John Devonshire Ellis (20 April 1824 – 11 November 1906) was a steelmaker from Sheffield, England. He developed armour-plating for warships, and worked on the Bessemer process of steelmaking.

==Early life==
Ellis was born in Handsworth on 20 April 1824, son of Charles Ellis, a Birmingham brass manufacturer, and was educated at King Edward VI School, Birmingham. He obtained a practical knowledge of the manufacture and working of brass in his father's works, and in 1848 became a partner in the firm.

On 5 December 1848 he married Elizabeth Parsons Bourne of Childs Ercall, Shropshire.

==Armour-plate for warships==
In 1854 he purchased with John Brown and William Bragge the Atlas engineering works in Sheffield, then a modest establishment covering about three acres. Shortly after the partners took over the works, the adoption of armour for warships in France (1858) led the company to produce iron plates by a new and cheaper process of rolling welding them. Four-inch plates made by this process were fitted to and , the earliest ironclads of the British Royal Navy.

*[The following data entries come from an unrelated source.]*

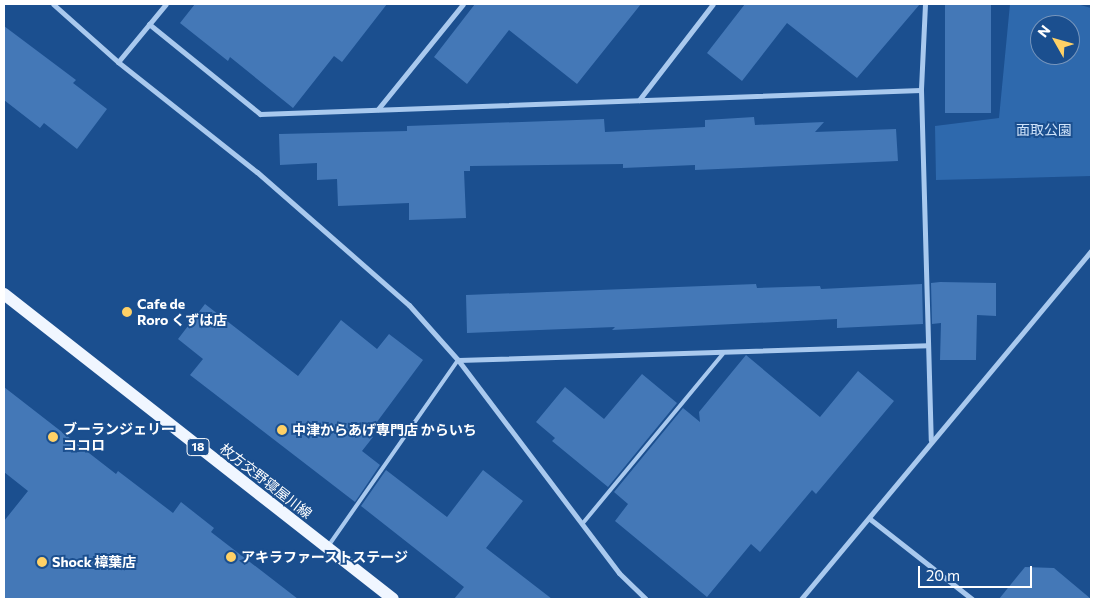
<!DOCTYPE html>
<meta charset="utf-8">
<style>
body{margin:0}
#map{position:relative;width:1095px;height:603px;overflow:hidden;background:#1b4f8f;font-family:Commissioner,"Noto Sans JP",sans-serif}
div>[style]{position:absolute}
.green>*{inset:0;background:#2e69ad}
.building>*{inset:0;background:#4478b7;transform-origin:0 0}
.lane>*{height:4px;margin:-2px;padding:0 2px;transform-origin:2px;border-radius:2px;background:#a9c9ee}
.street>*{height:5px;margin:-2.5px;padding:0 2.5px;transform-origin:2.5px;border-radius:2.5px;background:#a9c9ee}
.primary>*{height:12px;margin:-6px;padding:0 6px;transform-origin:6px;border-radius:6px;background:#f0f6ff}
.dots>*{width:14px;height:14px;translate:-50% -50%;box-sizing:border-box;border:2px solid #1b4f8f;border-radius:50%}
span{translate:-50% -50%;white-space:nowrap;text-align:center;line-height:1.15;-webkit-text-stroke:4px #1b4f8f;paint-order:stroke}
.shield-label span{padding:1px 4px;background:#1b4f8f;border:1px solid;border-radius:4px;-webkit-text-stroke-width:0}
.shield-label{font-size:12px;color:#fff;font-weight:700}
.park-label{font-size:14px;color:#cfe3fa}
.poi-label{font-size:14px;color:#fff;font-weight:700}
.left{translate:0 -50%;text-align:left}
.street-label{font-size:14px;color:#fff}
.frame{position:absolute;inset:0;border:5px solid #fff;pointer-events:none}
.north{position:absolute;left:1030px;top:15px;width:50px;height:50px;box-sizing:border-box;background:#1b4f8f;border:1px solid #7695bc;border-radius:50%;rotate:308deg;font-size:14px;font-weight:700;line-height:20px;text-align:center;color:#fff}
.north::after{content:'';display:block;margin:auto;width:18px;height:22px;background:#ffd166;clip-path:polygon(50% 0,100% 100%,50% 72%,0 100%)}
.scale{position:absolute;left:918px;top:566px;width:114px;height:22px;box-sizing:border-box;border:2px solid #fff;border-top:0;padding-left:6px;font-size:15px;line-height:18px;white-space:nowrap;color:#fff;-webkit-text-stroke:4px #1b4f8f;paint-order:stroke}
</style>
<div id="map">
<div class="green">
<i style="clip-path:polygon(evenodd,1010px 4px,1077px 4px,1091px 8px,1091px 176px,936px 180px,935px 126px,999px 118px,1010px 4px,1040px 25px,1070px 25px,1070px 55px,1040px 55px,1040px 25px)"></i>
</div>
<div class="building">
<i style="clip-path:polygon(195px 4px,387px 4px,342px 62px,334px 56px,293px 108px,230px 57px,228px 61px,180px 23px)"></i>
<i style="clip-path:polygon(475px 4px,641px 4px,577px 84px,509px 30px,467px 84px,434px 57px)"></i>
<i style="clip-path:polygon(745px 4px,920px 4px,857px 78px,787px 23px,742px 81px,707px 53px)"></i>
<i style="left:945px;top:4px;width:46px;height:109px"></i>
<i style="clip-path:polygon(4px 26px,76px 80px,73px 83px,107px 109px,77px 149px,44px 123px,40px 128px,4px 100px)"></i>
<i style="clip-path:polygon(754px 117px,755px 125px,824px 122px,815px 132px,896px 129px,898px 161px,695px 170px,695px 165px,623px 168px,623px 164px,470px 166px,470px 171px,464px 171px,466px 218px,409px 220px,409px 203px,338px 206px,337px 179px,317px 180px,317px 163px,280px 165px,279px 134px,407px 131px,407px 126px,604px 119px,605px 132px,705px 127px,705px 120px)"></i>
<i style="clip-path:polygon(940px 282px,996px 283px,996px 316px,977px 315px,976px 360px,940px 360px,941px 323px,932px 324px,931px 283px)"></i>
<i style="clip-path:polygon(756px 284px,757px 288px,820px 286px,821px 289px,922px 284px,923px 324px,837px 328px,837px 319px,612px 330px,615px 327px,467px 333px,466px 295px)"></i>
<i style="clip-path:polygon(205px 304px,298px 376px,341px 320px,377px 349px,389px 334px,423px 360px,368px 434px,373px 437px,362px 451px,380px 465px,355px 502px,190px 375px,203px 359px,178px 339px)"></i>
<i style="clip-path:polygon(746px 355px,820px 417px,858px 371px,894px 401px,816px 494px,812px 490px,760px 552px,751px 544px,707px 597px,615px 521px,628px 504px,614px 492px,683px 408px,700px 422px,699px 412px)"></i>
<i style="clip-path:polygon(642px 374px,677px 403px,608px 487px,552px 441px,555px 438px,536px 422px,565px 387px,604px 419px)"></i>
<i style="clip-path:polygon(4px 387px,116px 474px,118px 471px,173px 513px,181px 502px,214px 528px,211px 532px,298px 599px,4px 599px,4px 521px,28px 491px,4px 472px)"></i>
<i style="clip-path:polygon(386px 470px,447px 517px,483px 470px,523px 501px,486px 548px,552px 599px,454px 599px,464px 587px,361px 506px)"></i>
<i style="clip-path:polygon(1025px 567px,1054px 568px,1091px 599px,999px 599px)"></i>
</div>
<div class="lane">
<i style="left:583px;top:523px;width:219px;rotate:-50.4deg"></i>
<i style="left:329px;top:545px;width:226px;rotate:-55.1deg"></i>
</div>
<div class="street">
<i style="left:53px;top:4px;width:87px;rotate:41.7deg"></i>
<i style="left:118px;top:62px;width:177px;rotate:38.4deg"></i>
<i style="left:257px;top:172px;width:202px;rotate:41.2deg"></i>
<i style="left:409px;top:305px;width:74px;rotate:48.3deg"></i>
<i style="left:458px;top:360px;width:267px;rotate:52.9deg"></i>
<i style="left:619px;top:573px;width:37px;rotate:44deg"></i>
<i style="left:925px;top:4px;width:86px;rotate:92.7deg"></i>
<i style="left:921px;top:90px;width:350px;rotate:88.4deg"></i>
<i style="left:149px;top:24px;width:143px;rotate:39deg"></i>
<i style="left:260px;top:114px;width:661px;rotate:-2.08deg"></i>
<i style="left:118px;top:62px;width:75px;rotate:-50.4deg"></i>
<i style="left:639px;top:100px;width:121px;rotate:-52.4deg"></i>
<i style="left:378px;top:109px;width:135px;rotate:-51deg"></i>
<i style="left:458px;top:360px;width:470px;rotate:-1.8deg"></i>
<i style="left:870px;top:519px;width:130px;rotate:38.1deg"></i>
<i style="left:801px;top:599px;width:453px;rotate:-50.2deg"></i>
</div>
<div class="primary">
<i style="left:4px;top:294px;width:494px;rotate:38.1deg"></i>
</div>
<div class="dots">
<i style="left:127px;top:312px;background:#ffd166"></i>
<i style="left:282px;top:430px;background:#ffd166"></i>
<i style="left:53px;top:437px;background:#ffd166"></i>
<i style="left:231px;top:557px;background:#ffd166"></i>
<i style="left:42px;top:562px;background:#ffd166"></i>
</div>
<div class="shield-label">
<span style="left:198px;top:447px">18</span>
</div>
<div class="park-label">
<span style="left:1044px;top:130px">面取公園</span>
</div>
<div class="poi-label">
<span class="left" style="left:137px;top:312px">Cafe de<br>Roro くずは店</span>
<span class="left" style="left:63px;top:437px">ブーランジェリー<br>ココロ</span>
<span class="left" style="left:292px;top:430px">中津からあげ専門店 からいち</span>
<span class="left" style="left:241px;top:557px">アキラファーストステージ</span>
<span class="left" style="left:52px;top:562px">Shock 樟葉店</span>
</div>
<div class="street-label">
<span style="left:266px;top:481px;rotate:38deg">枚方交野寝屋川線</span>
</div>
<div class="frame"></div>
<div class="north">N</div>
<div class="scale">20 m</div>
</div>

For several years Ellis was occupied in devising appliances for the manufacture of thicker plates to protect ships against guns and projectiles. Steel was tried, but was not found to have the necessary toughness under the impact of shot. After many experiment Ellis perfected a process for uniting a hard steel face with a wrought-iron backing. Such compound armour was used until about 1893, the s being protected with an 18-inch belt of this on the water-line. Meanwhile, as early as 1871, Ellis had turned his attention to the process of cementation, and in that year he took out a patent relating to it; but it was not until the chilling process devised by Captain T. J. Tresidder (in which the heated surface of a plate was chilled by means of water under pressure) was applied in conjunction with cementation, that satisfactory results were obtained. The first Ellis-Tresidder chilled compound plate was tried with success at Shoeburyness in 1891.

==Bessemer process and other developments==
Ellis was largely instrumental in promoting the success of the Bessemer process. Sir Henry Bessemer established works close to the Atlas works, and Ellis, adopting at an early stage the new process, then established at the Atlas works the first plant in England outside the inventor's own works.

In conjunction with William Eaves he introduced the Ellis-Eaves system of induced draught, and he devised a mill for rolling the ribbed boiler-flues of the Purves and other types, and also in connection with the manufacture of Serve tubes.

The Atlas works soon acquired a worldwide reputation for mechanical engineering of all kinds. The concern was formed into a limited liability company in 1864. The capital rose to nearly three millions sterling; about 10,000 men were employed at Ellis's death, and the output exceeded 100,000 tons of steel per annum. Ellis was managing director from 1864 until 1905, when he became chairman of the company. Brown retired in 1870 and Bragge died in 1884, when Ellis acquired sole charge. In 1899 the Clydebank Shipbuilding and Engineering Works, employing 8000 men, were taken over by the concern.

==Awards and later life==
In 1867 Ellis was decorated with the Cross of the Order of Vasa in recognition of his aid in certain fortifications in Sweden. From the Iron and Steel Institute, of which he was a member from 1875, a member of council in 1888, and a vice-president in 1901, he received the Bessemer Gold Medal in 1889, when Sir Henry Bessemer acknowledged Ellis's services in establishing the process. He was elected a member of the Institution of Civil Engineers on 8 January 1884. He took little part in the public affairs of Sheffield, but was a magistrate for the West Riding, and was for ten years chairman of the South Yorkshire Coalowners' Association.

He died at his residence in Worksop on 11 November 1906 and was buried at Carlton in Lindrick.

His son William Henry Ellis was also a steelmaker in Sheffield.